* **Stored data entries**

· · · · ·

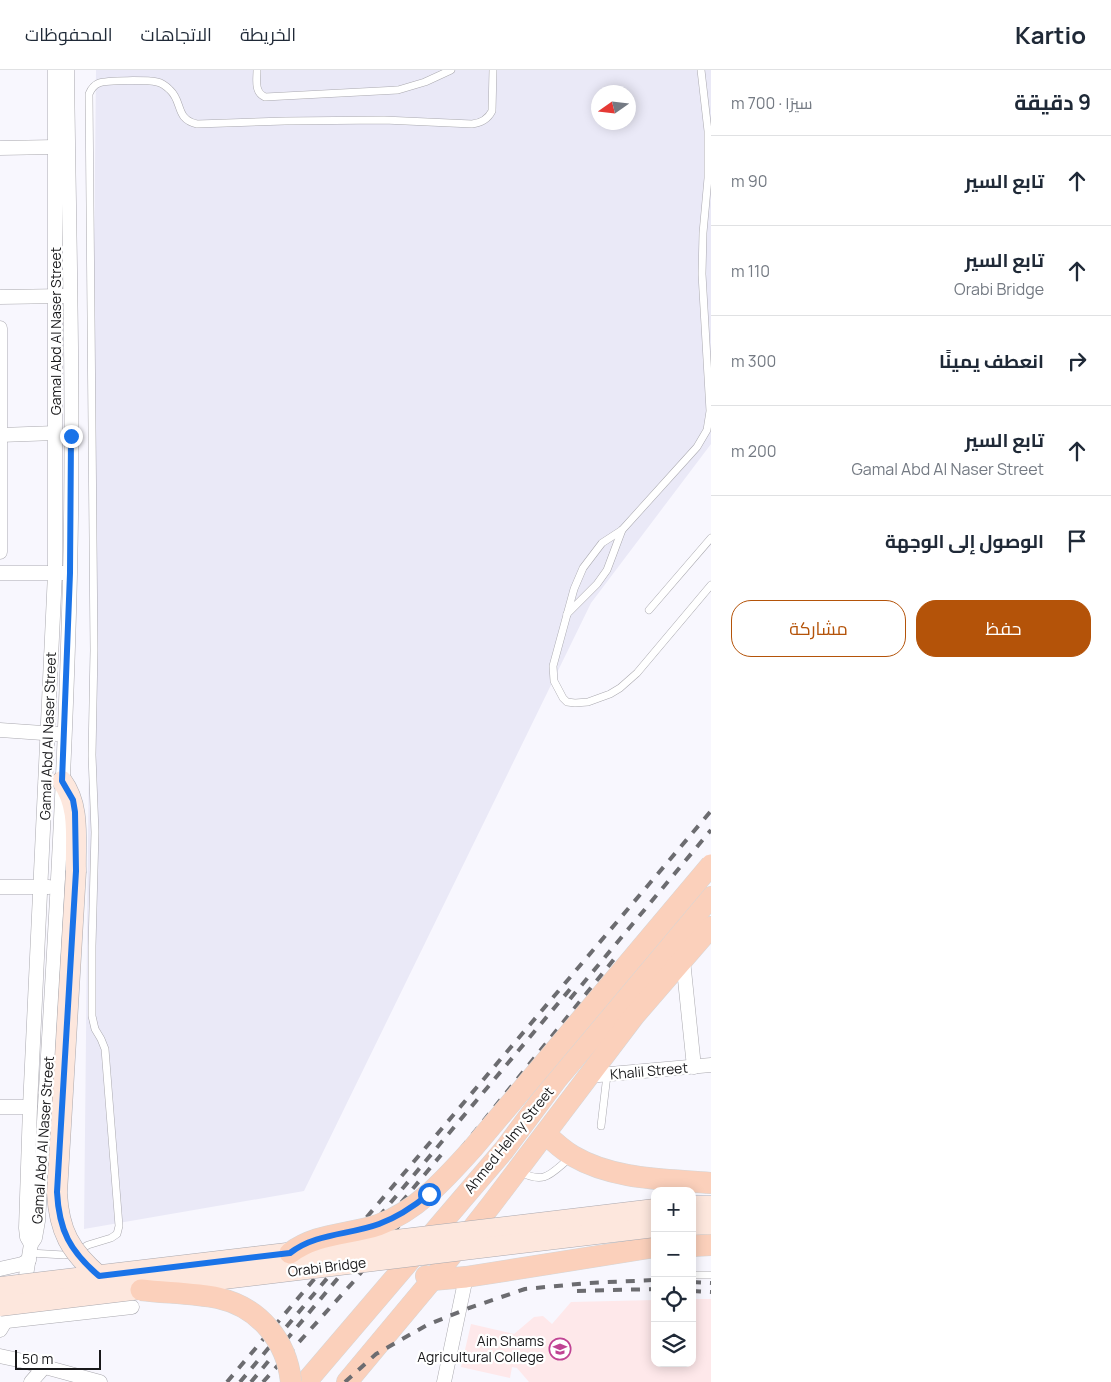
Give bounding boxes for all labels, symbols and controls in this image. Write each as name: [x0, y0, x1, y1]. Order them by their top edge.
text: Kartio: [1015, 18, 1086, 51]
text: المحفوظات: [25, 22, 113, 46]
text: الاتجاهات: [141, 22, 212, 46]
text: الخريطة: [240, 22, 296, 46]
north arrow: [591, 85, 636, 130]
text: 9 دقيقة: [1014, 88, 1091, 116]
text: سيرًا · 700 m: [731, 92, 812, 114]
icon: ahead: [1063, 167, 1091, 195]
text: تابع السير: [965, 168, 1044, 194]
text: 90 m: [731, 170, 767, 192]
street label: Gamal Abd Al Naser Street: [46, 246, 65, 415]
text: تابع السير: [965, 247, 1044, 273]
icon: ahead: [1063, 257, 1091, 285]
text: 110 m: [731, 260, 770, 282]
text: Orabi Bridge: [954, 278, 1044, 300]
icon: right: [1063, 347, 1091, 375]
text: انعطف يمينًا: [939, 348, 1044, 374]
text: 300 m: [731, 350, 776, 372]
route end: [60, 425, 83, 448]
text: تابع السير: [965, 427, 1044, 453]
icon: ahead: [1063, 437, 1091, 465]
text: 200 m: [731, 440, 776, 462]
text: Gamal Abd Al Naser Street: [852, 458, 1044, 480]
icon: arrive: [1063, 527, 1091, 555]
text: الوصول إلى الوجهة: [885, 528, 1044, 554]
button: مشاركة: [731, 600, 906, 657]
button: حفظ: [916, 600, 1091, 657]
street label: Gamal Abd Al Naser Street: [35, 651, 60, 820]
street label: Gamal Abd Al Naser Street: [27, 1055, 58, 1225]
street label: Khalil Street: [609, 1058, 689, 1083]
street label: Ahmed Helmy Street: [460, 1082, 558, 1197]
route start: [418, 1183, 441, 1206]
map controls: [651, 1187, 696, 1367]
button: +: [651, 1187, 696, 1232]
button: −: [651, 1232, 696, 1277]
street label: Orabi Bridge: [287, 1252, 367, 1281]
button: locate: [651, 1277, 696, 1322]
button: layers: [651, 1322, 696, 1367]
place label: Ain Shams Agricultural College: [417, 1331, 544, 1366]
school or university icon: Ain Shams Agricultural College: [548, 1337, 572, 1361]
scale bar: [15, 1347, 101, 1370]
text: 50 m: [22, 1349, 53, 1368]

· · · · ·

Only the pictures are to be left out; write out all the other data exactly.

Give bounding boxes for all labels, symbols and controls in this image. Write each as name: [x0, y0, x1, y1]. Order them by their top edge.
text: Kartio: [1015, 18, 1086, 51]
text: المحفوظات: [25, 22, 113, 46]
text: الاتجاهات: [141, 22, 212, 46]
text: الخريطة: [240, 22, 296, 46]
north arrow: [591, 85, 636, 130]
text: 9 دقيقة: [1014, 88, 1091, 116]
text: سيرًا · 700 m: [731, 92, 812, 114]
icon: ahead: [1063, 167, 1091, 195]
text: تابع السير: [965, 168, 1044, 194]
text: 90 m: [731, 170, 767, 192]
street label: Gamal Abd Al Naser Street: [46, 246, 65, 415]
text: تابع السير: [965, 247, 1044, 273]
icon: ahead: [1063, 257, 1091, 285]
text: 110 m: [731, 260, 770, 282]
text: Orabi Bridge: [954, 278, 1044, 300]
icon: right: [1063, 347, 1091, 375]
text: انعطف يمينًا: [939, 348, 1044, 374]
text: 300 m: [731, 350, 776, 372]
route end: [60, 425, 83, 448]
text: تابع السير: [965, 427, 1044, 453]
icon: ahead: [1063, 437, 1091, 465]
text: 200 m: [731, 440, 776, 462]
text: Gamal Abd Al Naser Street: [852, 458, 1044, 480]
icon: arrive: [1063, 527, 1091, 555]
text: الوصول إلى الوجهة: [885, 528, 1044, 554]
button: مشاركة: [731, 600, 906, 657]
button: حفظ: [916, 600, 1091, 657]
street label: Gamal Abd Al Naser Street: [35, 651, 60, 820]
street label: Gamal Abd Al Naser Street: [27, 1055, 58, 1225]
street label: Khalil Street: [609, 1058, 689, 1083]
street label: Ahmed Helmy Street: [460, 1082, 558, 1197]
route start: [418, 1183, 441, 1206]
map controls: [651, 1187, 696, 1367]
button: +: [651, 1187, 696, 1232]
button: −: [651, 1232, 696, 1277]
street label: Orabi Bridge: [287, 1252, 367, 1281]
button: locate: [651, 1277, 696, 1322]
button: layers: [651, 1322, 696, 1367]
place label: Ain Shams Agricultural College: [417, 1331, 544, 1366]
school or university icon: Ain Shams Agricultural College: [548, 1337, 572, 1361]
scale bar: [15, 1347, 101, 1370]
text: 50 m: [22, 1349, 53, 1368]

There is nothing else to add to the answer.